Double-dating-disaster - Miss P's version


Last night, Miss Fifi and I met up with The Shameless Self-Promoter and his friend on what turned out to be one of the worst dates I have ever been on. Ever - and I’ve had to sit and eat pizza with an autistic boy before!
The only thing that actually kept me on the date was the fact that I had Miss Fifi with me to hold my hand, help pour as much wine for me as possible, and team up with to lie our way out of having to go to a bar after the fateful dinner we were forced to live.
            Maybe this would be best if I just summarised the key failures of the night out:
** Having told us to meet then at the station at half past, I got a call at quarter two (just two minutes before Miss Fifi’s cut off point, after which we would have happily taken ourselves off for pub grub and girly chats), telling us where we had to go to get to another meeting point – a boy who’s too lazy to honour the meeting plan that he made; not off to the best start then. He directed us to a Yo! Sushi, where I assumed we would be meeting.  On route, Miss Fifi asked what we would do if they were leading us to a flat rather than public place. I assured her that no one would be that mental. WRONG. Crossing the street on the phone, we were instructed to “Look up”. Two boys (ok men – the wrong side of 30, but a long shot) on a balcony, beers in hand, beer guts hanging out, instructing us to wait while they ‘finished up and came down”. Brilliant, we were going into the flat, but we did have to go and collect them from their home. Not impressed.
**On the walk to the restaurant (about two minutes away) I learnt that The SSP “owned seven companies (didn’t believe that shite for a minute), was a stand up comic in his free time (when you run three companies, you have no free time, and when you have no chat, you can’t be a stand-up – it just doesn’t work!), that mummy-daddy owned half of Guernsey and that he really had been drinking since lunch. We were two minutes in, and I wanted to get out of it already.
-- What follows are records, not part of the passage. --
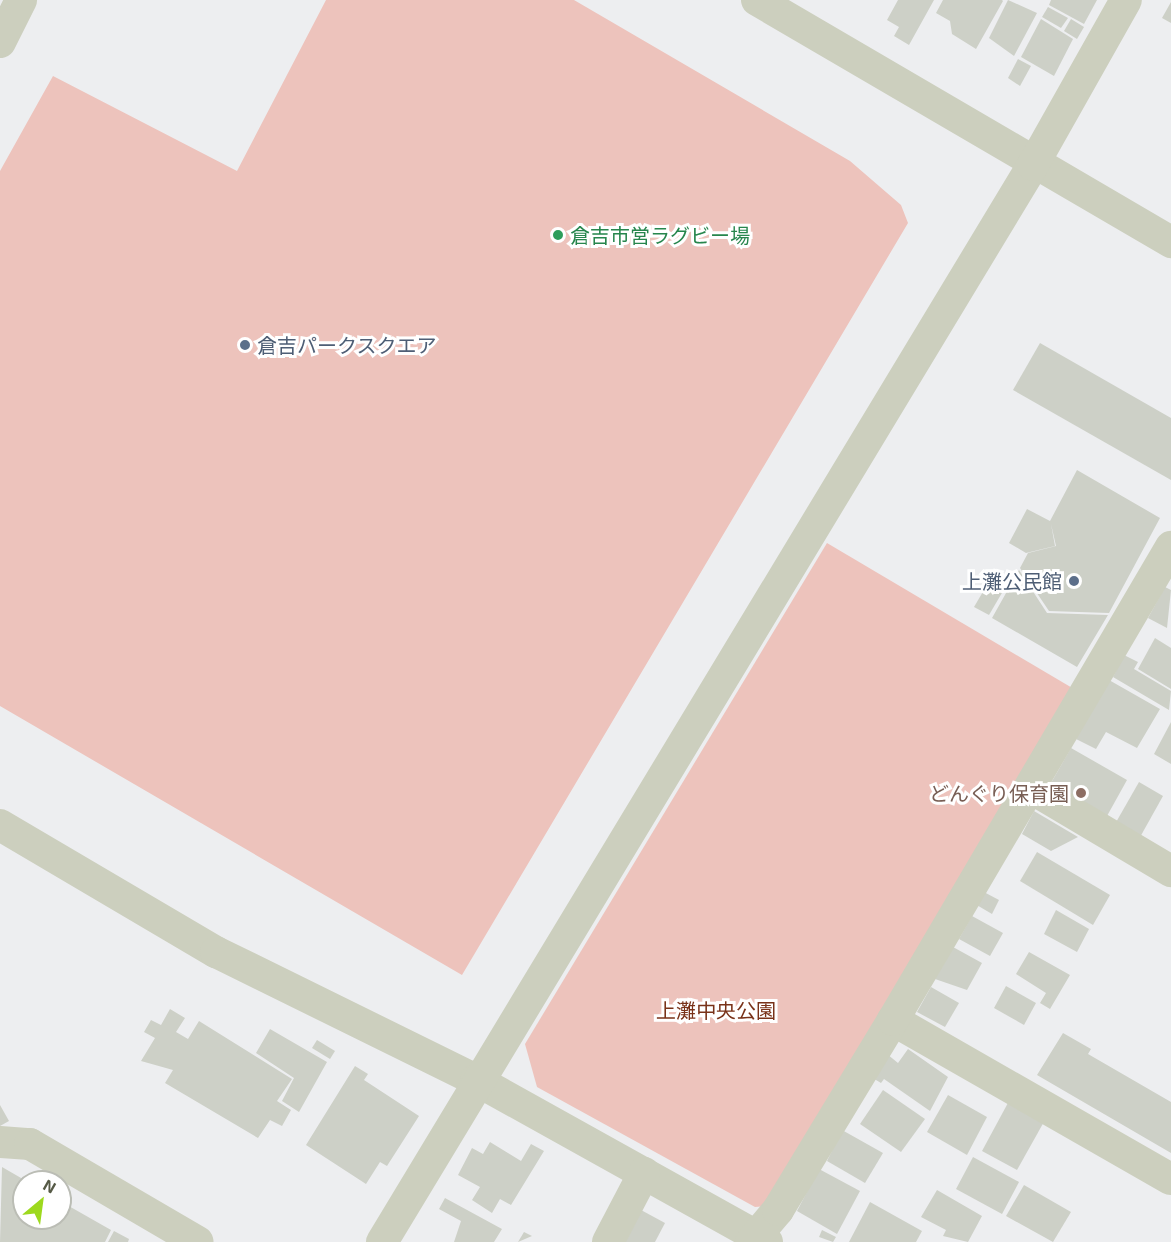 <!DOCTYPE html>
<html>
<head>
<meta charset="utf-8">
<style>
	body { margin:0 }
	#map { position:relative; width:1171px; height:1242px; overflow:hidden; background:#edeef0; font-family:"Exo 2","Noto Sans JP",sans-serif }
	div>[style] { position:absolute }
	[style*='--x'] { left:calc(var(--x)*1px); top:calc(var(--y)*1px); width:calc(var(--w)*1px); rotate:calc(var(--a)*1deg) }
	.green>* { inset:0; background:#edc3bc }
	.building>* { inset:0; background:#cdd0c7 }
	.minor>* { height:32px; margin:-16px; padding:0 16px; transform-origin:16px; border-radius:16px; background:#cccfbe }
	.dots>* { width:16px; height:16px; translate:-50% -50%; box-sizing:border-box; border:3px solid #fff; border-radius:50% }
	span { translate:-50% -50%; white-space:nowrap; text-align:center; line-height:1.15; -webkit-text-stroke:6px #fff; paint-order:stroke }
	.leisure-label { font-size:20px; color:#27864d }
	.left { translate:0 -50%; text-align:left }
	.service-label { font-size:20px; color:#4e5e75 }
	.right { translate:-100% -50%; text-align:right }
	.education-label { font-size:20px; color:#785e54 }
	.park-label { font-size:20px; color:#793219 }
	.north { position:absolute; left:12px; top:1170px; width:60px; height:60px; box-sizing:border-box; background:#fff; border:2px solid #bbbdb5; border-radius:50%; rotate:29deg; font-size:16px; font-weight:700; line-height:24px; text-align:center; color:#565a46 }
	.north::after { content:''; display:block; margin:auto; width:21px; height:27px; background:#9dd91e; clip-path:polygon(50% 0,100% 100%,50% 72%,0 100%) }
</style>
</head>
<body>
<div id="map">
	<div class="green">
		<div style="clip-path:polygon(326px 0,574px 0,850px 161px,901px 205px,908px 223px,462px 975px,0 706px,0 171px,53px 76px,237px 171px)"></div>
		<div style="clip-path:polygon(827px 543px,1074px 689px,767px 1206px,755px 1207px,537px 1087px,525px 1044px)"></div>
	</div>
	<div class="building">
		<div style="clip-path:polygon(898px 0,934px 0,909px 45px,894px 36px,899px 27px,887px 20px)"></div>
		<div style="clip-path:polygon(943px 0,1002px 0,1003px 1px,976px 49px,952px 34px,950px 21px,936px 13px)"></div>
		<div style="clip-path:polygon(1008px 0,1037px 13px,1014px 56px,989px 38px)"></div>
		<div style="clip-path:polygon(1051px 0,1097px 0,1084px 24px,1049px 5px)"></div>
		<div style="clip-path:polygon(1171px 2px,1171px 23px,1162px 18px)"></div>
		<div style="clip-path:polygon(1048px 7px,1068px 18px,1061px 28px,1042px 17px)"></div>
		<div style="clip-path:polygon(1041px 19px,1073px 39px,1054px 76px,1021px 57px)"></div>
		<div style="clip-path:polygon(1071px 19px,1084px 27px,1077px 39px,1064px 31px)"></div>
		<div style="clip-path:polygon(1018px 59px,1031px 66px,1020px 86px,1008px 78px)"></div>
		<div style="clip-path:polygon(1040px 343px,1171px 418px,1171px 480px,1013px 390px)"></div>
		<div style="clip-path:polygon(1077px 470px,1160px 518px,1109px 613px,1049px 611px,1020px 568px,1028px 553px,1056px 546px,1051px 524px,1055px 546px,1026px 553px,1009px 543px,1027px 509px,1050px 521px)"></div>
		<div style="clip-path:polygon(1019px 570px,1047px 613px,1108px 615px,1077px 667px,992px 618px)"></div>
		<div style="clip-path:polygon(991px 578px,1006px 586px,989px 615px,974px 607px)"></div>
		<div style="clip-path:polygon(1165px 587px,1171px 590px,1167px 628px,1148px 618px)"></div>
		<div style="clip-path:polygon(1155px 638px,1171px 648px,1171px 689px,1138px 669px)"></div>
		<div style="clip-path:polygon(1124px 655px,1138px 662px,1134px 669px,1171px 691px,1169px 710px,1113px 677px)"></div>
		<div style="clip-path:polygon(1109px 680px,1160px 709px,1137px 748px,1106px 732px,1096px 749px,1076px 739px)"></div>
		<div style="clip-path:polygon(1171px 722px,1171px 764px,1154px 754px)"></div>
		<div style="clip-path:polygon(1071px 748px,1127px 780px,1107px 816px,1051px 783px)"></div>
		<div style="clip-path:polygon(1139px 782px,1163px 796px,1139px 839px,1115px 824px)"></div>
		<div style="clip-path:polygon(1034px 811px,1078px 837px,1051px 851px,1022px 834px)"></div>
		<div style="clip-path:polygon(1037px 852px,1110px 895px,1093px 925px,1020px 881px)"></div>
		<div style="clip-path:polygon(982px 891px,999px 900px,992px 914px,975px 904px)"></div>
		<div style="clip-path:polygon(1056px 910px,1089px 929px,1077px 952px,1044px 934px)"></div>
		<div style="clip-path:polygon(972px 916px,1003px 933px,990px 956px,959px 939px)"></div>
		<div style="clip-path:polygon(953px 947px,982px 963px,967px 990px,935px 979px)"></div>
		<div style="clip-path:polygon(1029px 952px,1070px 975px,1050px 1009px,1040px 1003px,1046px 993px,1016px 974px)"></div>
		<div style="clip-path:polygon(1006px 986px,1036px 1003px,1024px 1025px,994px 1008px)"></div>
		<div style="clip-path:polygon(931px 987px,959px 1003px,945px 1027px,917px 1012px)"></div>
		<div style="clip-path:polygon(170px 1009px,185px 1018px,176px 1032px,188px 1039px,199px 1021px,292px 1079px,277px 1101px,291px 1110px,282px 1126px,270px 1120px,258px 1138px,165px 1083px,173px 1070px,141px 1061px,155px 1038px,144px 1032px,151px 1020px,161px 1025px)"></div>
		<div style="clip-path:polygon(270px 1029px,327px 1062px,299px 1112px,282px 1101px,294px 1078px,256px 1053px)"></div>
		<div style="clip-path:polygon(1063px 1033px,1091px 1049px,1088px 1054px,1171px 1102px,1171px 1153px,1037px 1075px)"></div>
		<div style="clip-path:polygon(317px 1040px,335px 1051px,330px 1059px,312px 1048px)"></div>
		<div style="clip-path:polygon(908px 1049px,948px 1077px,930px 1111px,884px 1079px,881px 1083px,871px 1077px,887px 1054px,898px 1063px)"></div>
		<div style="clip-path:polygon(355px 1066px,368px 1074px,364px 1080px,419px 1116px,387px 1166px,380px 1162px,366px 1184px,306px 1145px)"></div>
		<div style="clip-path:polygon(883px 1090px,925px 1119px,901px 1152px,860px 1124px)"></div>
		<div style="clip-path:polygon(948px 1095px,987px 1117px,967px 1155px,927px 1132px)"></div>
		<div style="clip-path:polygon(1009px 1101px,1045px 1120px,1017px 1170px,982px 1151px)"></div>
		<div style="clip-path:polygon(0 1105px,9px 1121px,0 1126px)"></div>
		<div style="clip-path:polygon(842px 1130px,883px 1153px,865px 1183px,827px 1161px)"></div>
		<div style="clip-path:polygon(490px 1142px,521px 1161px,531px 1144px,544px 1151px,511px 1205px,500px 1199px,492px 1213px,472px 1200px,480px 1187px,458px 1175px,472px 1148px,483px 1154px)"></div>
		<div style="clip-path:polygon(973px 1157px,1019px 1182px,1002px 1214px,956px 1189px)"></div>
		<div style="clip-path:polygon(2px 1167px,28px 1182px,24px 1218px,60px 1218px,60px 1201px,111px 1230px,105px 1242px,0 1242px)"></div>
		<div style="clip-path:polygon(819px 1169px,860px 1191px,837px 1234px,797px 1211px)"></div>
		<div style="clip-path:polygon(1024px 1185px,1071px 1212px,1053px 1242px,1006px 1216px)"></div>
		<div style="clip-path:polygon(937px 1190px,982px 1216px,968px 1242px,943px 1236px,946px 1230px,921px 1217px)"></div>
		<div style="clip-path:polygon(445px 1198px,502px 1229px,494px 1242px,454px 1242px,461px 1221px,439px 1209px)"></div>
		<div style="clip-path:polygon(870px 1202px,922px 1231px,916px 1242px,849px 1242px)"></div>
		<div style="clip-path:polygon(641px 1210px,665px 1223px,655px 1242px,623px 1242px)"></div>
		<div style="clip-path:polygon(822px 1230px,836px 1237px,833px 1242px,819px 1237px)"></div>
		<div style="clip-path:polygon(114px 1231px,129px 1239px,128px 1242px,108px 1242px)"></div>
		<div style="clip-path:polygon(524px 1232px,532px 1236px,518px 1242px)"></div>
	</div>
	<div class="minor">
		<div style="--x:757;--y:0;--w:480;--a:30.3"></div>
		<div style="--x:0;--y:42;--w:47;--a:-63.4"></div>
		<div style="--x:1031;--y:788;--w:163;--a:30.7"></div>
		<div style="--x:0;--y:825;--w:251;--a:30.5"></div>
		<div style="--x:216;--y:952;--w:290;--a:26.2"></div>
		<div style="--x:476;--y:1080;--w:333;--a:29.1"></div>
		<div style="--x:893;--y:1020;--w:320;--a:29.8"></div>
		<div style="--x:0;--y:1142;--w:30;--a:4"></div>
		<div style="--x:30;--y:1144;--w:194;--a:30.3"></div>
		<div style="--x:382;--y:1242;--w:1258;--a:-58.85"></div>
		<div style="--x:1033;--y:165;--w:189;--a:-60.6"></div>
		<div style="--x:608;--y:1242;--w:78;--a:-62.4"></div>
		<div style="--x:751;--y:1242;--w:42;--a:-49.8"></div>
		<div style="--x:778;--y:1210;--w:222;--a:-58.8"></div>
		<div style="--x:893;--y:1020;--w:549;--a:-59.56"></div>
	</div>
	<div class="dots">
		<div style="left:558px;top:235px;background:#2e9e5b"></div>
		<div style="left:245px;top:345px;background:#5c6f8a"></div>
		<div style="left:1074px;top:581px;background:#5c6f8a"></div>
		<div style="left:1081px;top:793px;background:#8d6e63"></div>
	</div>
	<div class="leisure-label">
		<span class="left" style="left:570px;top:235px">倉吉市営ラグビー場</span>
	</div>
	<div class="service-label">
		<span class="left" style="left:257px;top:345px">倉吉パークスクエア</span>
		<span class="right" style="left:1062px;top:581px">上灘公民館</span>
	</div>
	<div class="education-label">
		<span class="right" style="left:1069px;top:793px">どんぐり保育園</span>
	</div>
	<div class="park-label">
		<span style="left:716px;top:1010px">上灘中央公園</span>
	</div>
	<div class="north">N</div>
</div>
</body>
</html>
**As The Other One was really quite nice (almost too nice, bordering on dull) we managed to get some fairly level conversations flowing, The SSP kept butting in with random “To my left, if you had to get a dog, what sort would it be?” I suppose that if we had been sat in silence, that would have been fine, but he overrode natural conversation to dominate the table with his nonsense. He also insisted on cheers-ing with every gulp of wine that he took, and let me tell you, he took a lot. Ergh, talk about hard work.
**Finally and most importantly, The Shameless Self-Promoter is undoubtedly, a massive cokehead. I don’t know how much crap he had put up his nose before we arrived, but having pointed out the obvious habit to Miss Fifi, she confirmed my suspicions, and our tolerance to his odd behaviour quickly deteriorated.  When it came time to leave and he insisted on us going on for another drink, I don’t think I have ever had to be more rude to man that’s bought my dinner, but I have to say, there is not a rat in hell’s chance that I would ever see him again, and I know for sure that if I was ever faced with a similar situation again without my Miss Fifi safety net, I would have been out of the door five minutes into the date.

It was bad. It was oh so bad. But I guess it’s one that can be ticked off the list, and on a positive, I’m already seeing the funny side. I suppose that single men of a certain age are only going to be online dating for one key reason – they’re cut through with a high dose of crazy. Proper crazy!